Work item:
Look for "Sokağı" in each line of the entries, and return the matching lines.

** The input follows **

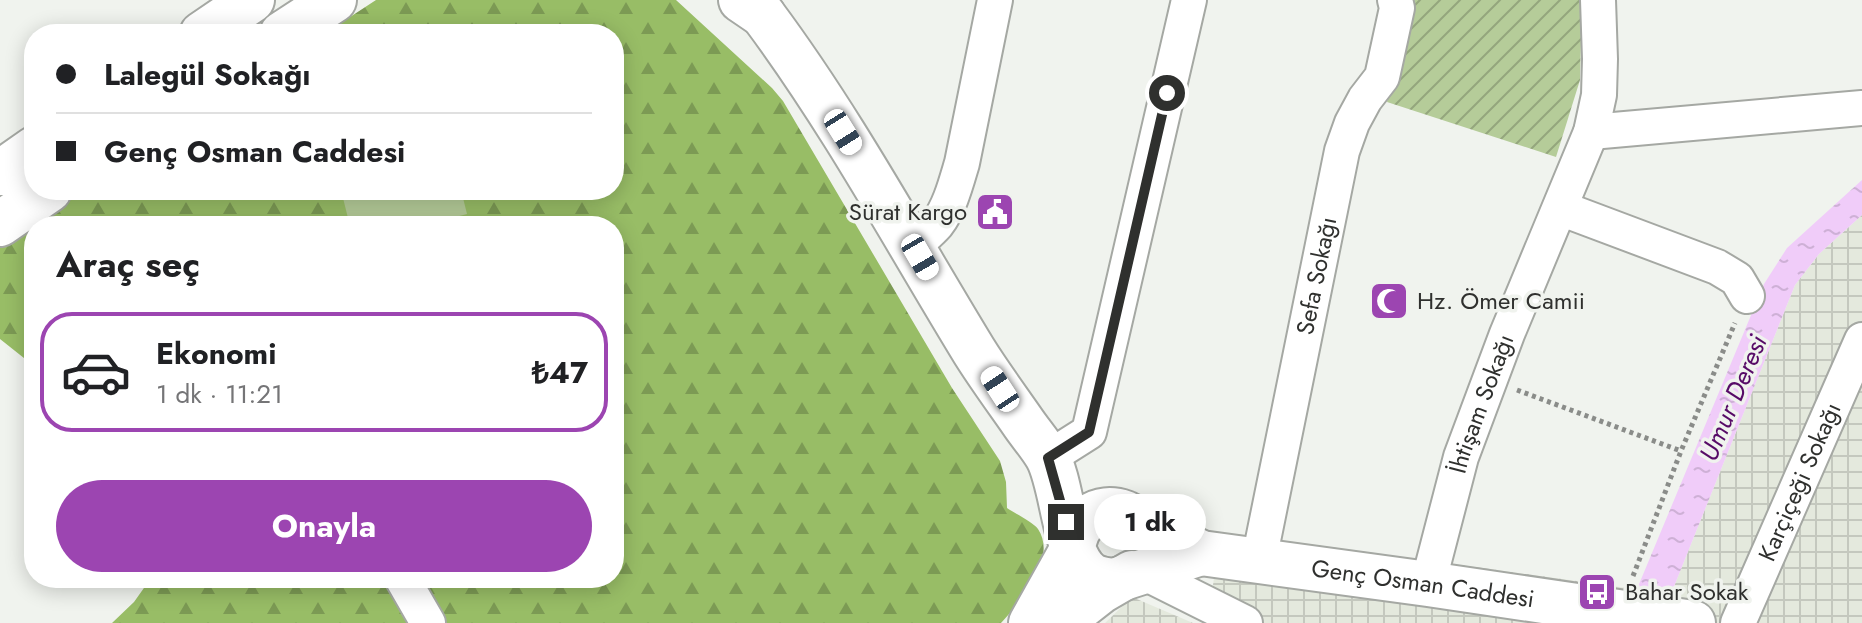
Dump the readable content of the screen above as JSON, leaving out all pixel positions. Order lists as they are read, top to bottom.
{
  "streets": {
    "street": [
      "Sefa Sokağı",
      "İhtişam Sokağı",
      "Karçiçeği Sokağı",
      "Genç Osman Caddesi"
    ]
  },
  "crossings": [
    ["Sefa Sokağı", "Genç Osman Caddesi"],
    ["İhtişam Sokağı", "Genç Osman Caddesi"]
  ],
  "water": ["Umur Deresi"],
  "places": {
    "public building": ["Sürat Kargo"],
    "mosque": ["Hz. Ömer Camii"],
    "bus stop": ["Bahar Sokak"]
  },
  "page": {
    "banner": ["Lalegül Sokağı", "Genç Osman Caddesi"],
    "heading": "Araç seç",
    "list": [
      {
        "name": "Ekonomi",
        "note": "1 dk · 11:21",
        "value": "₺47"
      }
    ],
    "buttons": "Onayla",
    "bubble": "1 dk"
  }
}
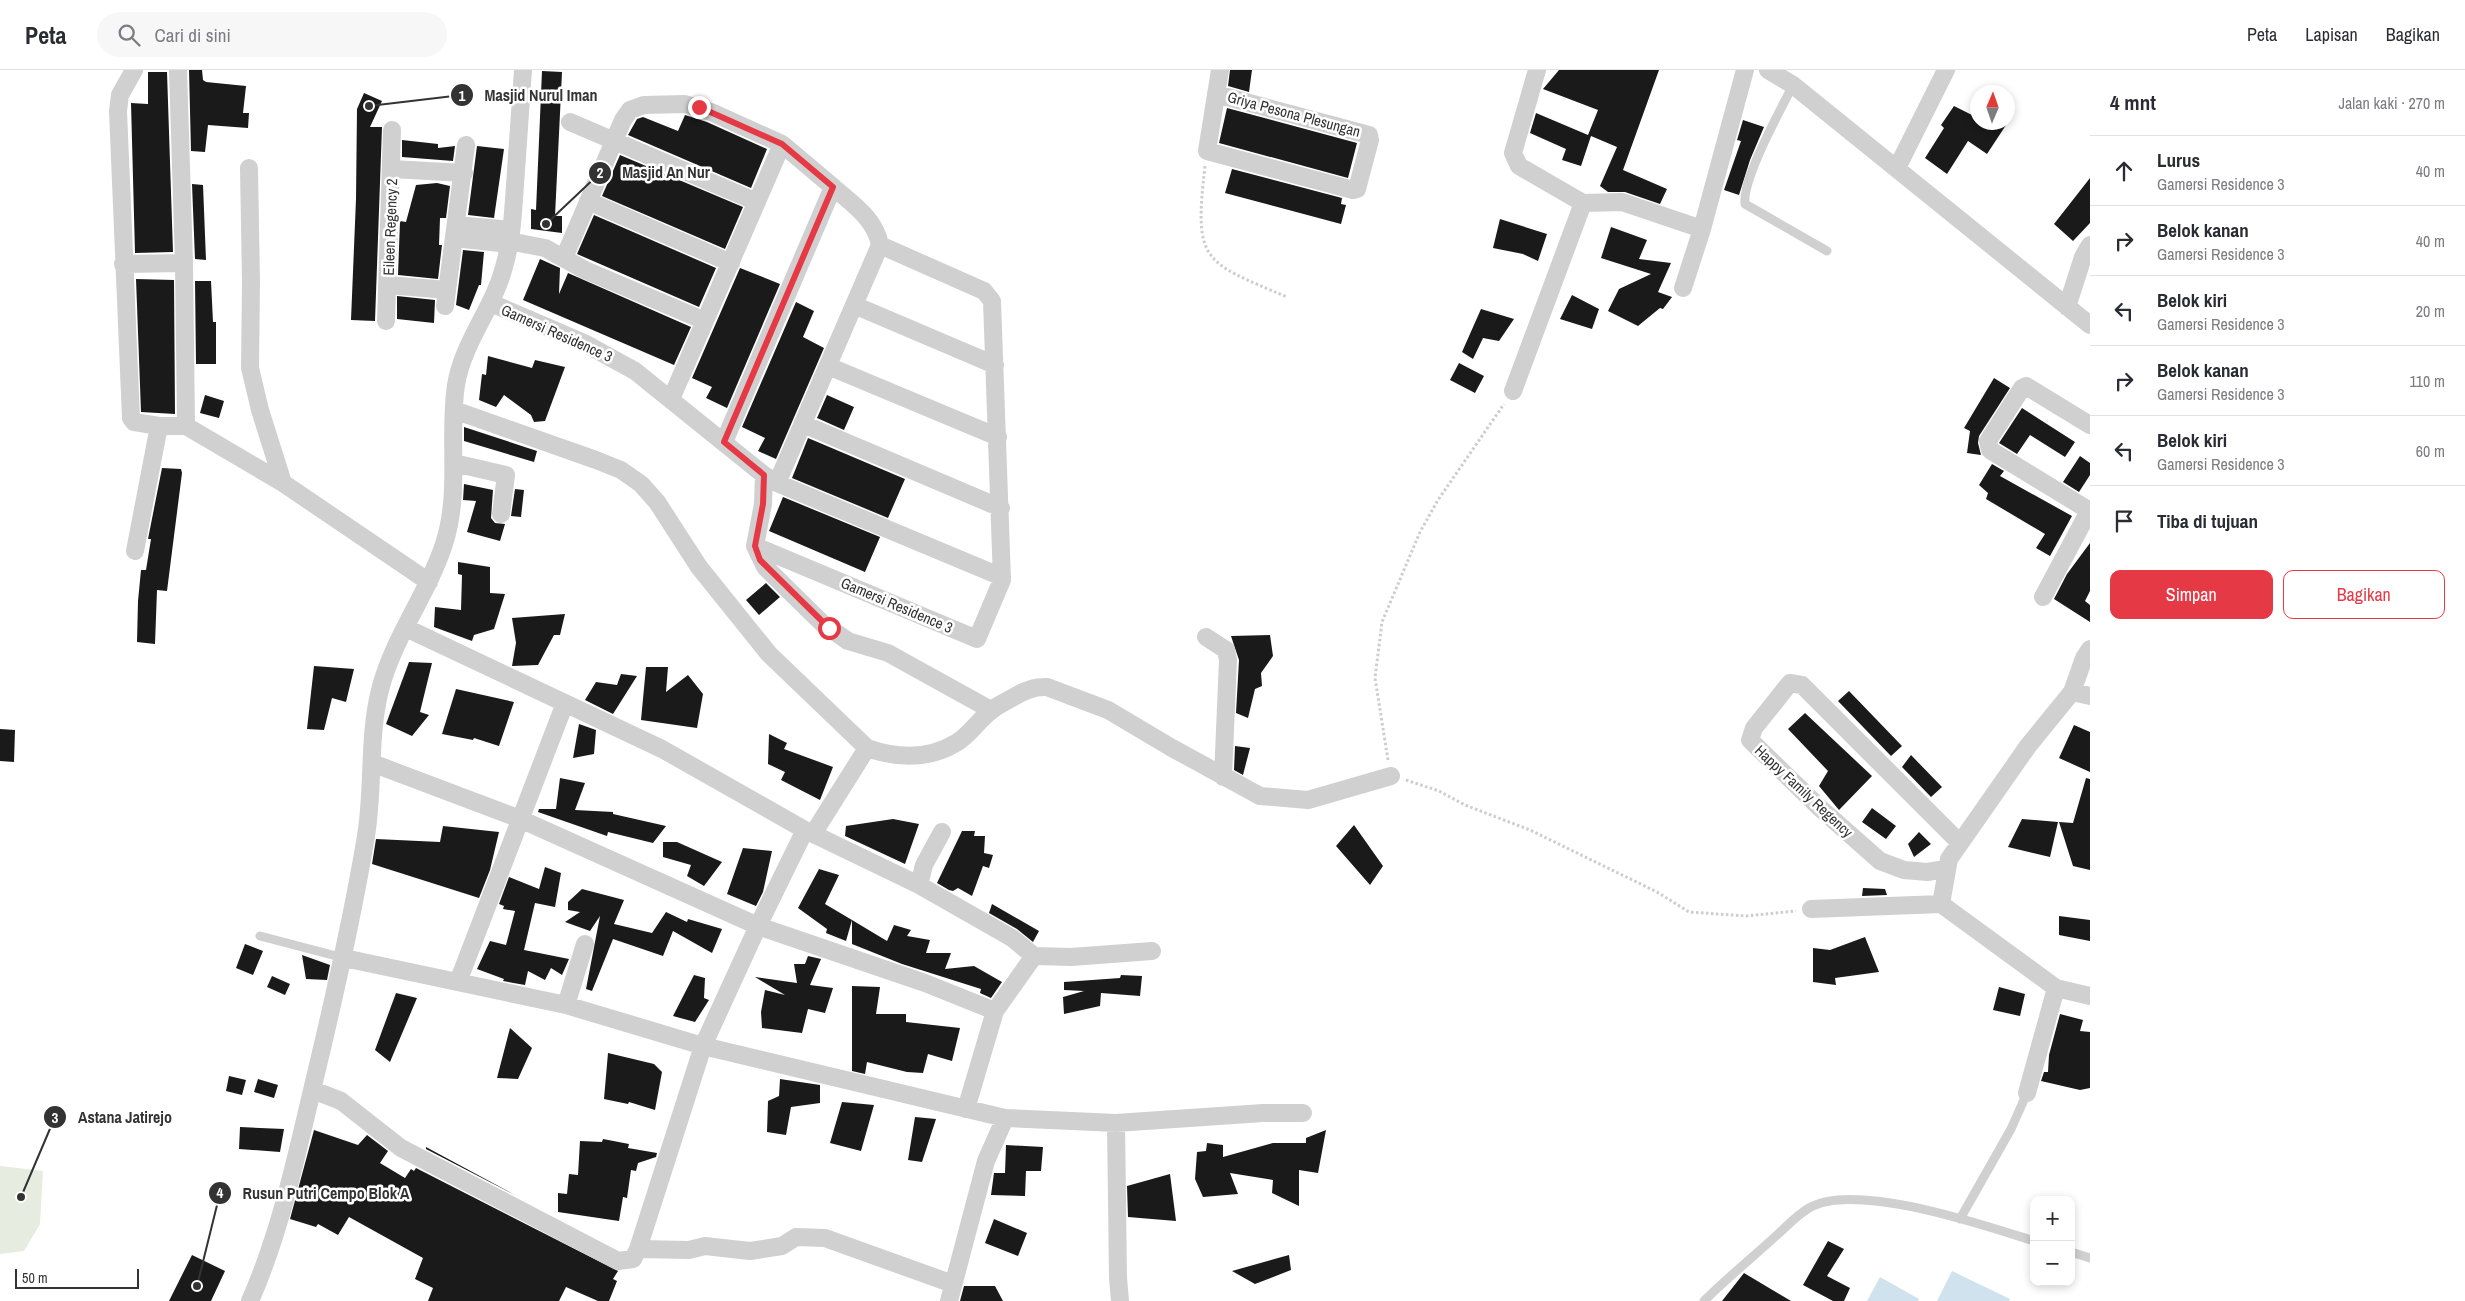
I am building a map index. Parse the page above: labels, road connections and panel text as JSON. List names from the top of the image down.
{
  "streets": {
    "street": [
      "Griya Pesona Plesungan",
      "Eileen Regency 2",
      "Gamersi Residence 3",
      "Happy Family Regency"
    ]
  },
  "places": [
    "Masjid Nurul Iman",
    "Masjid An Nur",
    "Astana Jatirejo",
    "Rusun Putri Cempo Blok A"
  ],
  "scale_bar": "50 m",
  "north": "top",
  "page": {
    "header": "Peta",
    "search": "Cari di sini",
    "nav": ["Peta", "Lapisan", "Bagikan"],
    "heading": ["4 mnt", "Jalan kaki · 270 m"],
    "list": [
      ["Lurus", "Gamersi Residence 3", "40 m"],
      ["Belok kanan", "Gamersi Residence 3", "40 m"],
      ["Belok kiri", "Gamersi Residence 3", "20 m"],
      ["Belok kanan", "Gamersi Residence 3", "110 m"],
      ["Belok kiri", "Gamersi Residence 3", "60 m"],
      "Tiba di tujuan"
    ],
    "buttons": ["Simpan", "Bagikan"],
    "map_buttons": ["+", "−"],
    "scale": "50 m"
  }
}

** End of The input **

Written response:
      "Sefa Sokağı",
      "İhtişam Sokağı",
      "Karçiçeği Sokağı",
    ["Sefa Sokağı", "Genç Osman Caddesi"],
    ["İhtişam Sokağı", "Genç Osman Caddesi"]
    "banner": ["Lalegül Sokağı", "Genç Osman Caddesi"],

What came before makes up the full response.